## Dataset section:
════════════════

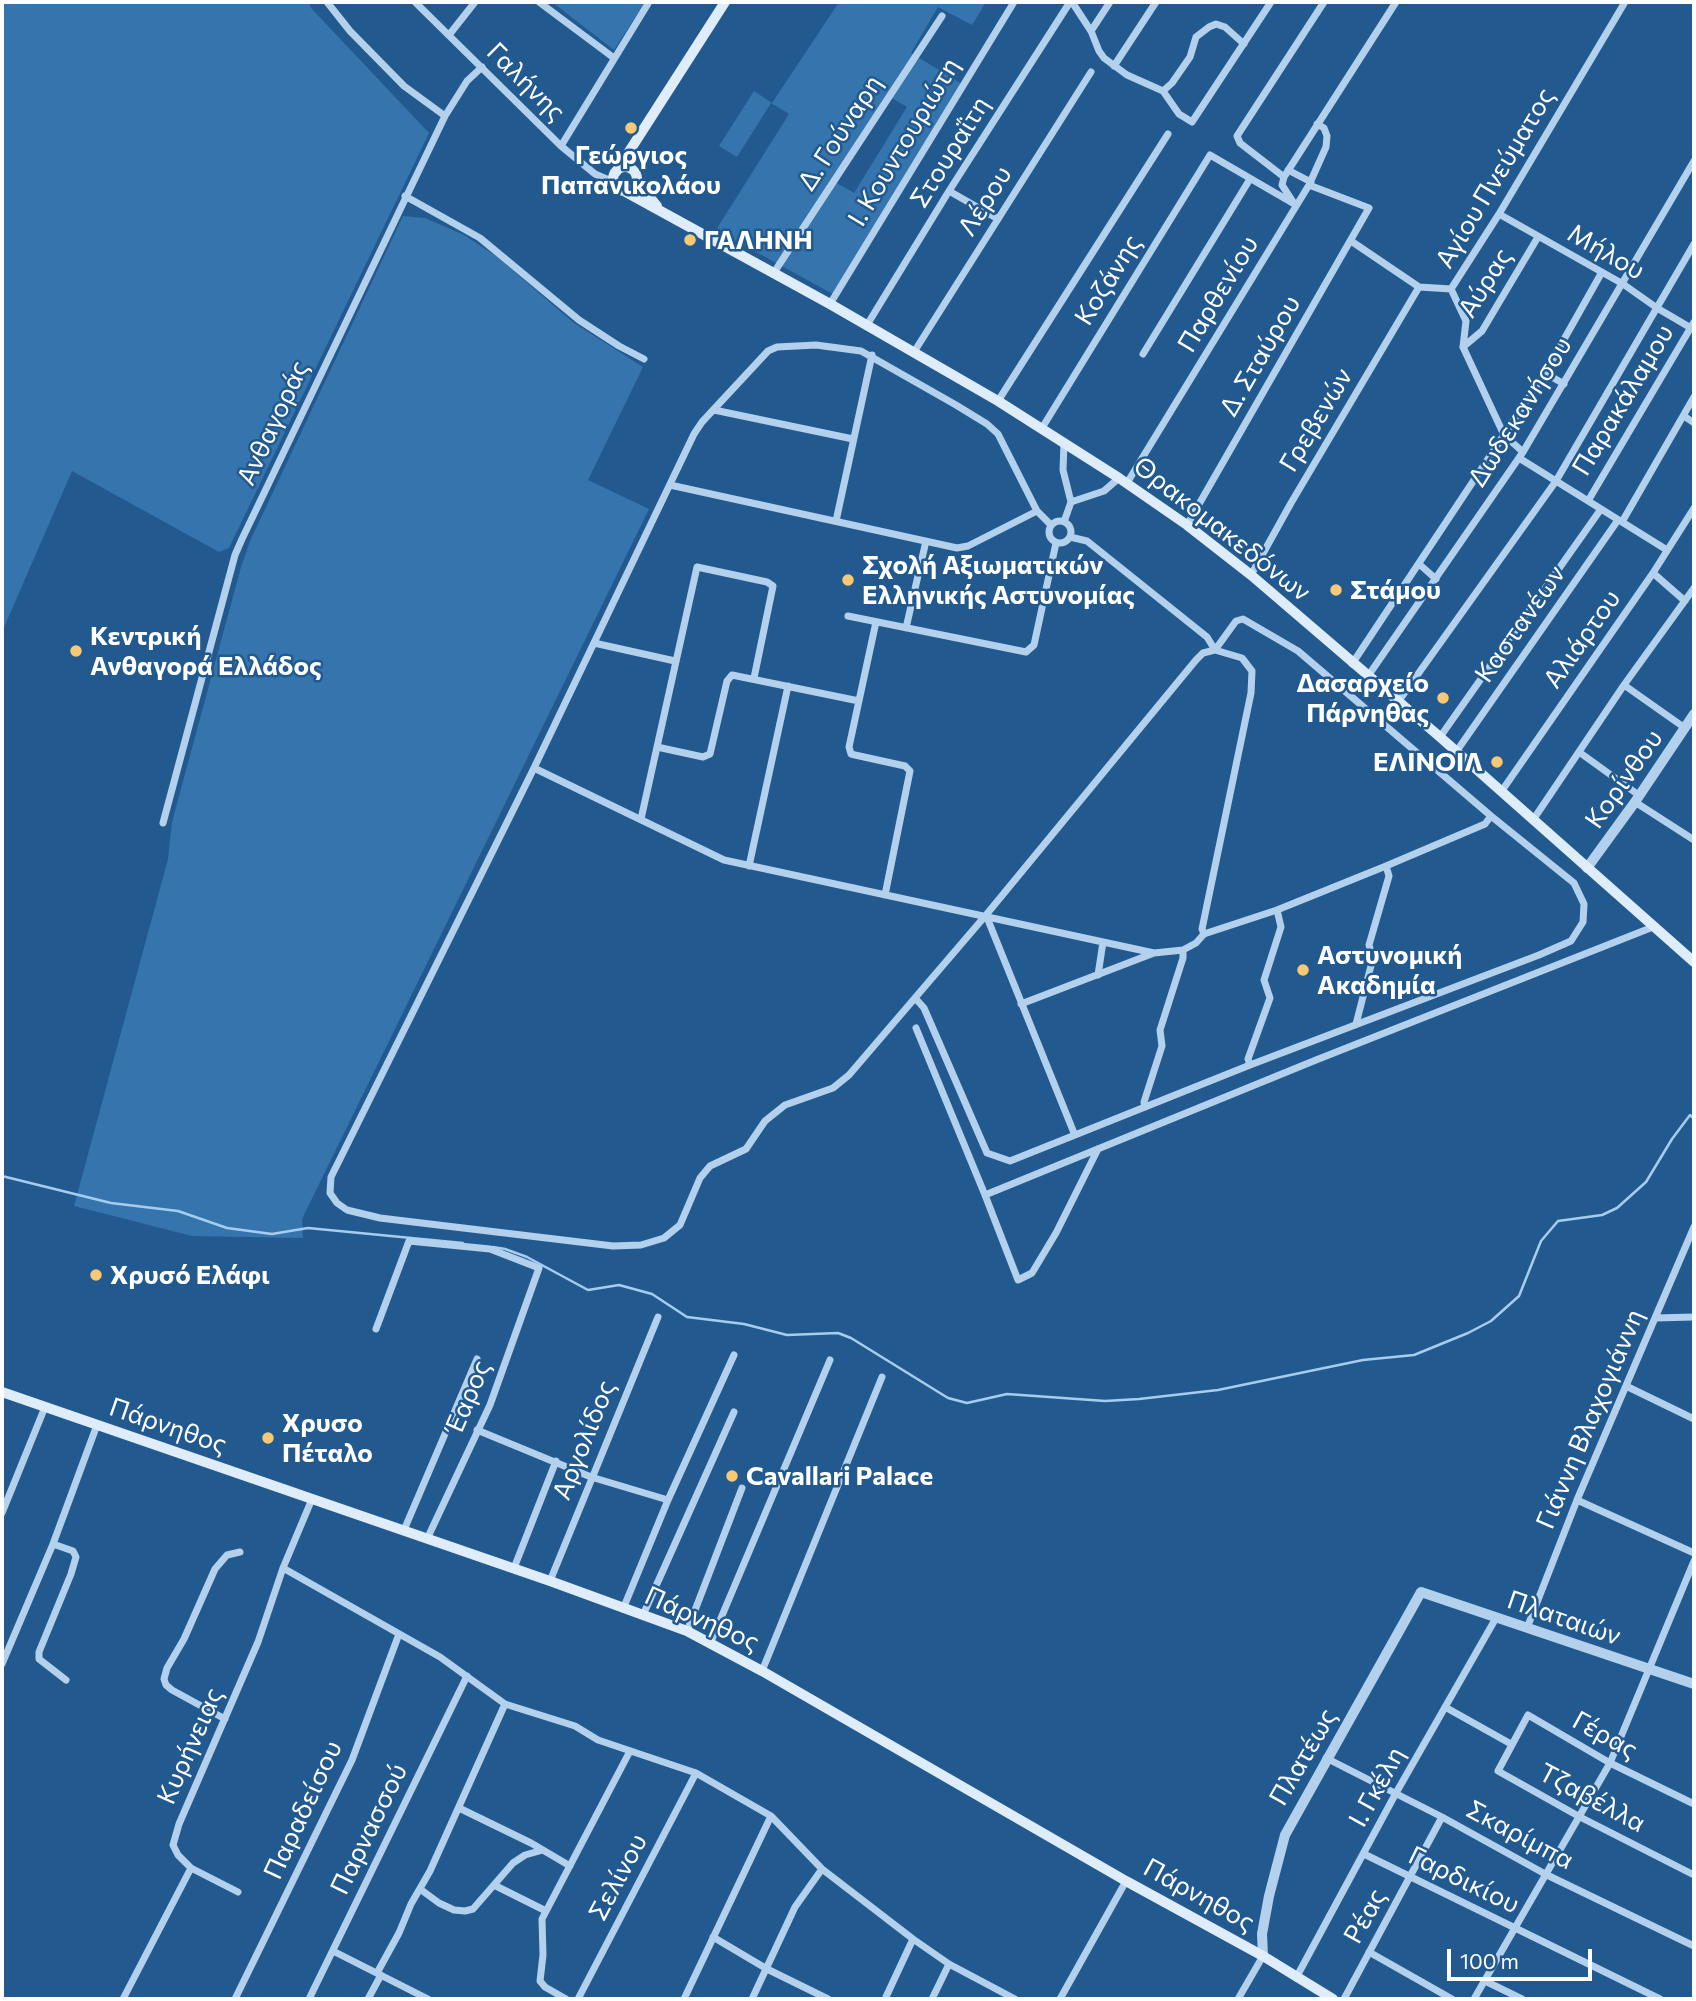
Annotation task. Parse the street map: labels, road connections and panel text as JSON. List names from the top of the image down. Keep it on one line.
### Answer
{"streets":{"main road":["Θρακομακεδόνων","Πάρνηθος"],"street":["Γαλήνης","Δ. Γούναρη","Ι. Κουντουριώτη","Στουραΐτη","Αγίου Πνεύματος","Λέρου","Μήλου","Κοζάνης","Αύρας","Παρθενίου","Δ. Σταύρου","Παρακάλαμου","Δωδεκανήσου","Γρεβενών","Ανθαγοράς","Καστανέων","Αλιάρτου","Κορίνθου","Έαρος","Γιάννη Βλαχογιάννη","Αργολίδος","Πλαταιών","Γέρας","Κυρήνειας","Πλατέως","Ι. Γκέλη","Τζαβέλλα","Παραδείσου","Παρνασσού","Σκαρίμπα","Σελίνου","Γαρδικίου","Ρέας"]},"crossings":[["Γαλήνης","Ανθαγοράς"],["Γαλήνης","Θρακομακεδόνων"],["Δ. Γούναρη","Θρακομακεδόνων"],["Ι. Κουντουριώτη","Θρακομακεδόνων"],["Στουραΐτη","Θρακομακεδόνων"],["Αγίου Πνεύματος","Μήλου"],["Αγίου Πνεύματος","Αύρας"],["Αγίου Πνεύματος","Παρακάλαμου"],["Αγίου Πνεύματος","Δωδεκανήσου"],["Αγίου Πνεύματος","Καστανέων"],["Αγίου Πνεύματος","Αλιάρτου"],["Λέρου","Θρακομακεδόνων"],["Μήλου","Αύρας"],["Μήλου","Παρακάλαμου"],["Μήλου","Δωδεκανήσου"],["Κοζάνης","Θρακομακεδόνων"],["Παρθενίου","Δ. Σταύρου"],["Παρθενίου","Θρακομακεδόνων"],["Δ. Σταύρου","Θρακομακεδόνων"],["Δωδεκανήσου","Θρακομακεδόνων"],["Γρεβενών","Θρακομακεδόνων"],["Θρακομακεδόνων","Καστανέων"],["Θρακομακεδόνων","Αλιάρτου"],["Θρακομακεδόνων","Κορίνθου"],["Έαρος","Πάρνηθος"],["Γιάννη Βλαχογιάννη","Πλαταιών"],["Πάρνηθος","Αργολίδος"],["Πάρνηθος","Κυρήνειας"],["Πάρνηθος","Πλατέως"],["Πάρνηθος","Ι. Γκέλη"],["Πλαταιών","Πλατέως"],["Πλαταιών","Ι. Γκέλη"],["Γέρας","Τζαβέλλα"],["Πλατέως","Σκαρίμπα"],["Ι. Γκέλη","Σκαρίμπα"],["Ι. Γκέλη","Γαρδικίου"],["Σκαρίμπα","Ρέας"],["Γαρδικίου","Ρέας"]],"places":["Γεώργιος Παπανικολάου","ΓΑΛΗΝΗ","Σχολή Αξιωματικών Ελληνικής Αστυνομίας","Στάμου","Κεντρική Ανθαγορά Ελλάδος","Δασαρχείο Πάρνηθας","ΕΛΙΝΟΙΛ","Αστυνομική Ακαδημία","Χρυσό Ελάφι","Χρυσο Πέταλο","Cavallari Palace"],"scale_bar":"100 m"}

════════════════

## The task:
If the data includes images, skip them and copy every line exactly.

## Final answer:
Annotation task. Parse the street map: labels, road connections and panel text as JSON. List names from the top of the image down. Keep it on one line.
### Answer
{"streets":{"main road":["Θρακομακεδόνων","Πάρνηθος"],"street":["Γαλήνης","Δ. Γούναρη","Ι. Κουντουριώτη","Στουραΐτη","Αγίου Πνεύματος","Λέρου","Μήλου","Κοζάνης","Αύρας","Παρθενίου","Δ. Σταύρου","Παρακάλαμου","Δωδεκανήσου","Γρεβενών","Ανθαγοράς","Καστανέων","Αλιάρτου","Κορίνθου","Έαρος","Γιάννη Βλαχογιάννη","Αργολίδος","Πλαταιών","Γέρας","Κυρήνειας","Πλατέως","Ι. Γκέλη","Τζαβέλλα","Παραδείσου","Παρνασσού","Σκαρίμπα","Σελίνου","Γαρδικίου","Ρέας"]},"crossings":[["Γαλήνης","Ανθαγοράς"],["Γαλήνης","Θρακομακεδόνων"],["Δ. Γούναρη","Θρακομακεδόνων"],["Ι. Κουντουριώτη","Θρακομακεδόνων"],["Στουραΐτη","Θρακομακεδόνων"],["Αγίου Πνεύματος","Μήλου"],["Αγίου Πνεύματος","Αύρας"],["Αγίου Πνεύματος","Παρακάλαμου"],["Αγίου Πνεύματος","Δωδεκανήσου"],["Αγίου Πνεύματος","Καστανέων"],["Αγίου Πνεύματος","Αλιάρτου"],["Λέρου","Θρακομακεδόνων"],["Μήλου","Αύρας"],["Μήλου","Παρακάλαμου"],["Μήλου","Δωδεκανήσου"],["Κοζάνης","Θρακομακεδόνων"],["Παρθενίου","Δ. Σταύρου"],["Παρθενίου","Θρακομακεδόνων"],["Δ. Σταύρου","Θρακομακεδόνων"],["Δωδεκανήσου","Θρακομακεδόνων"],["Γρεβενών","Θρακομακεδόνων"],["Θρακομακεδόνων","Καστανέων"],["Θρακομακεδόνων","Αλιάρτου"],["Θρακομακεδόνων","Κορίνθου"],["Έαρος","Πάρνηθος"],["Γιάννη Βλαχογιάννη","Πλαταιών"],["Πάρνηθος","Αργολίδος"],["Πάρνηθος","Κυρήνειας"],["Πάρνηθος","Πλατέως"],["Πάρνηθος","Ι. Γκέλη"],["Πλαταιών","Πλατέως"],["Πλαταιών","Ι. Γκέλη"],["Γέρας","Τζαβέλλα"],["Πλατέως","Σκαρίμπα"],["Ι. Γκέλη","Σκαρίμπα"],["Ι. Γκέλη","Γαρδικίου"],["Σκαρίμπα","Ρέας"],["Γαρδικίου","Ρέας"]],"places":["Γεώργιος Παπανικολάου","ΓΑΛΗΝΗ","Σχολή Αξιωματικών Ελληνικής Αστυνομίας","Στάμου","Κεντρική Ανθαγορά Ελλάδος","Δασαρχείο Πάρνηθας","ΕΛΙΝΟΙΛ","Αστυνομική Ακαδημία","Χρυσό Ελάφι","Χρυσο Πέταλο","Cavallari Palace"],"scale_bar":"100 m"}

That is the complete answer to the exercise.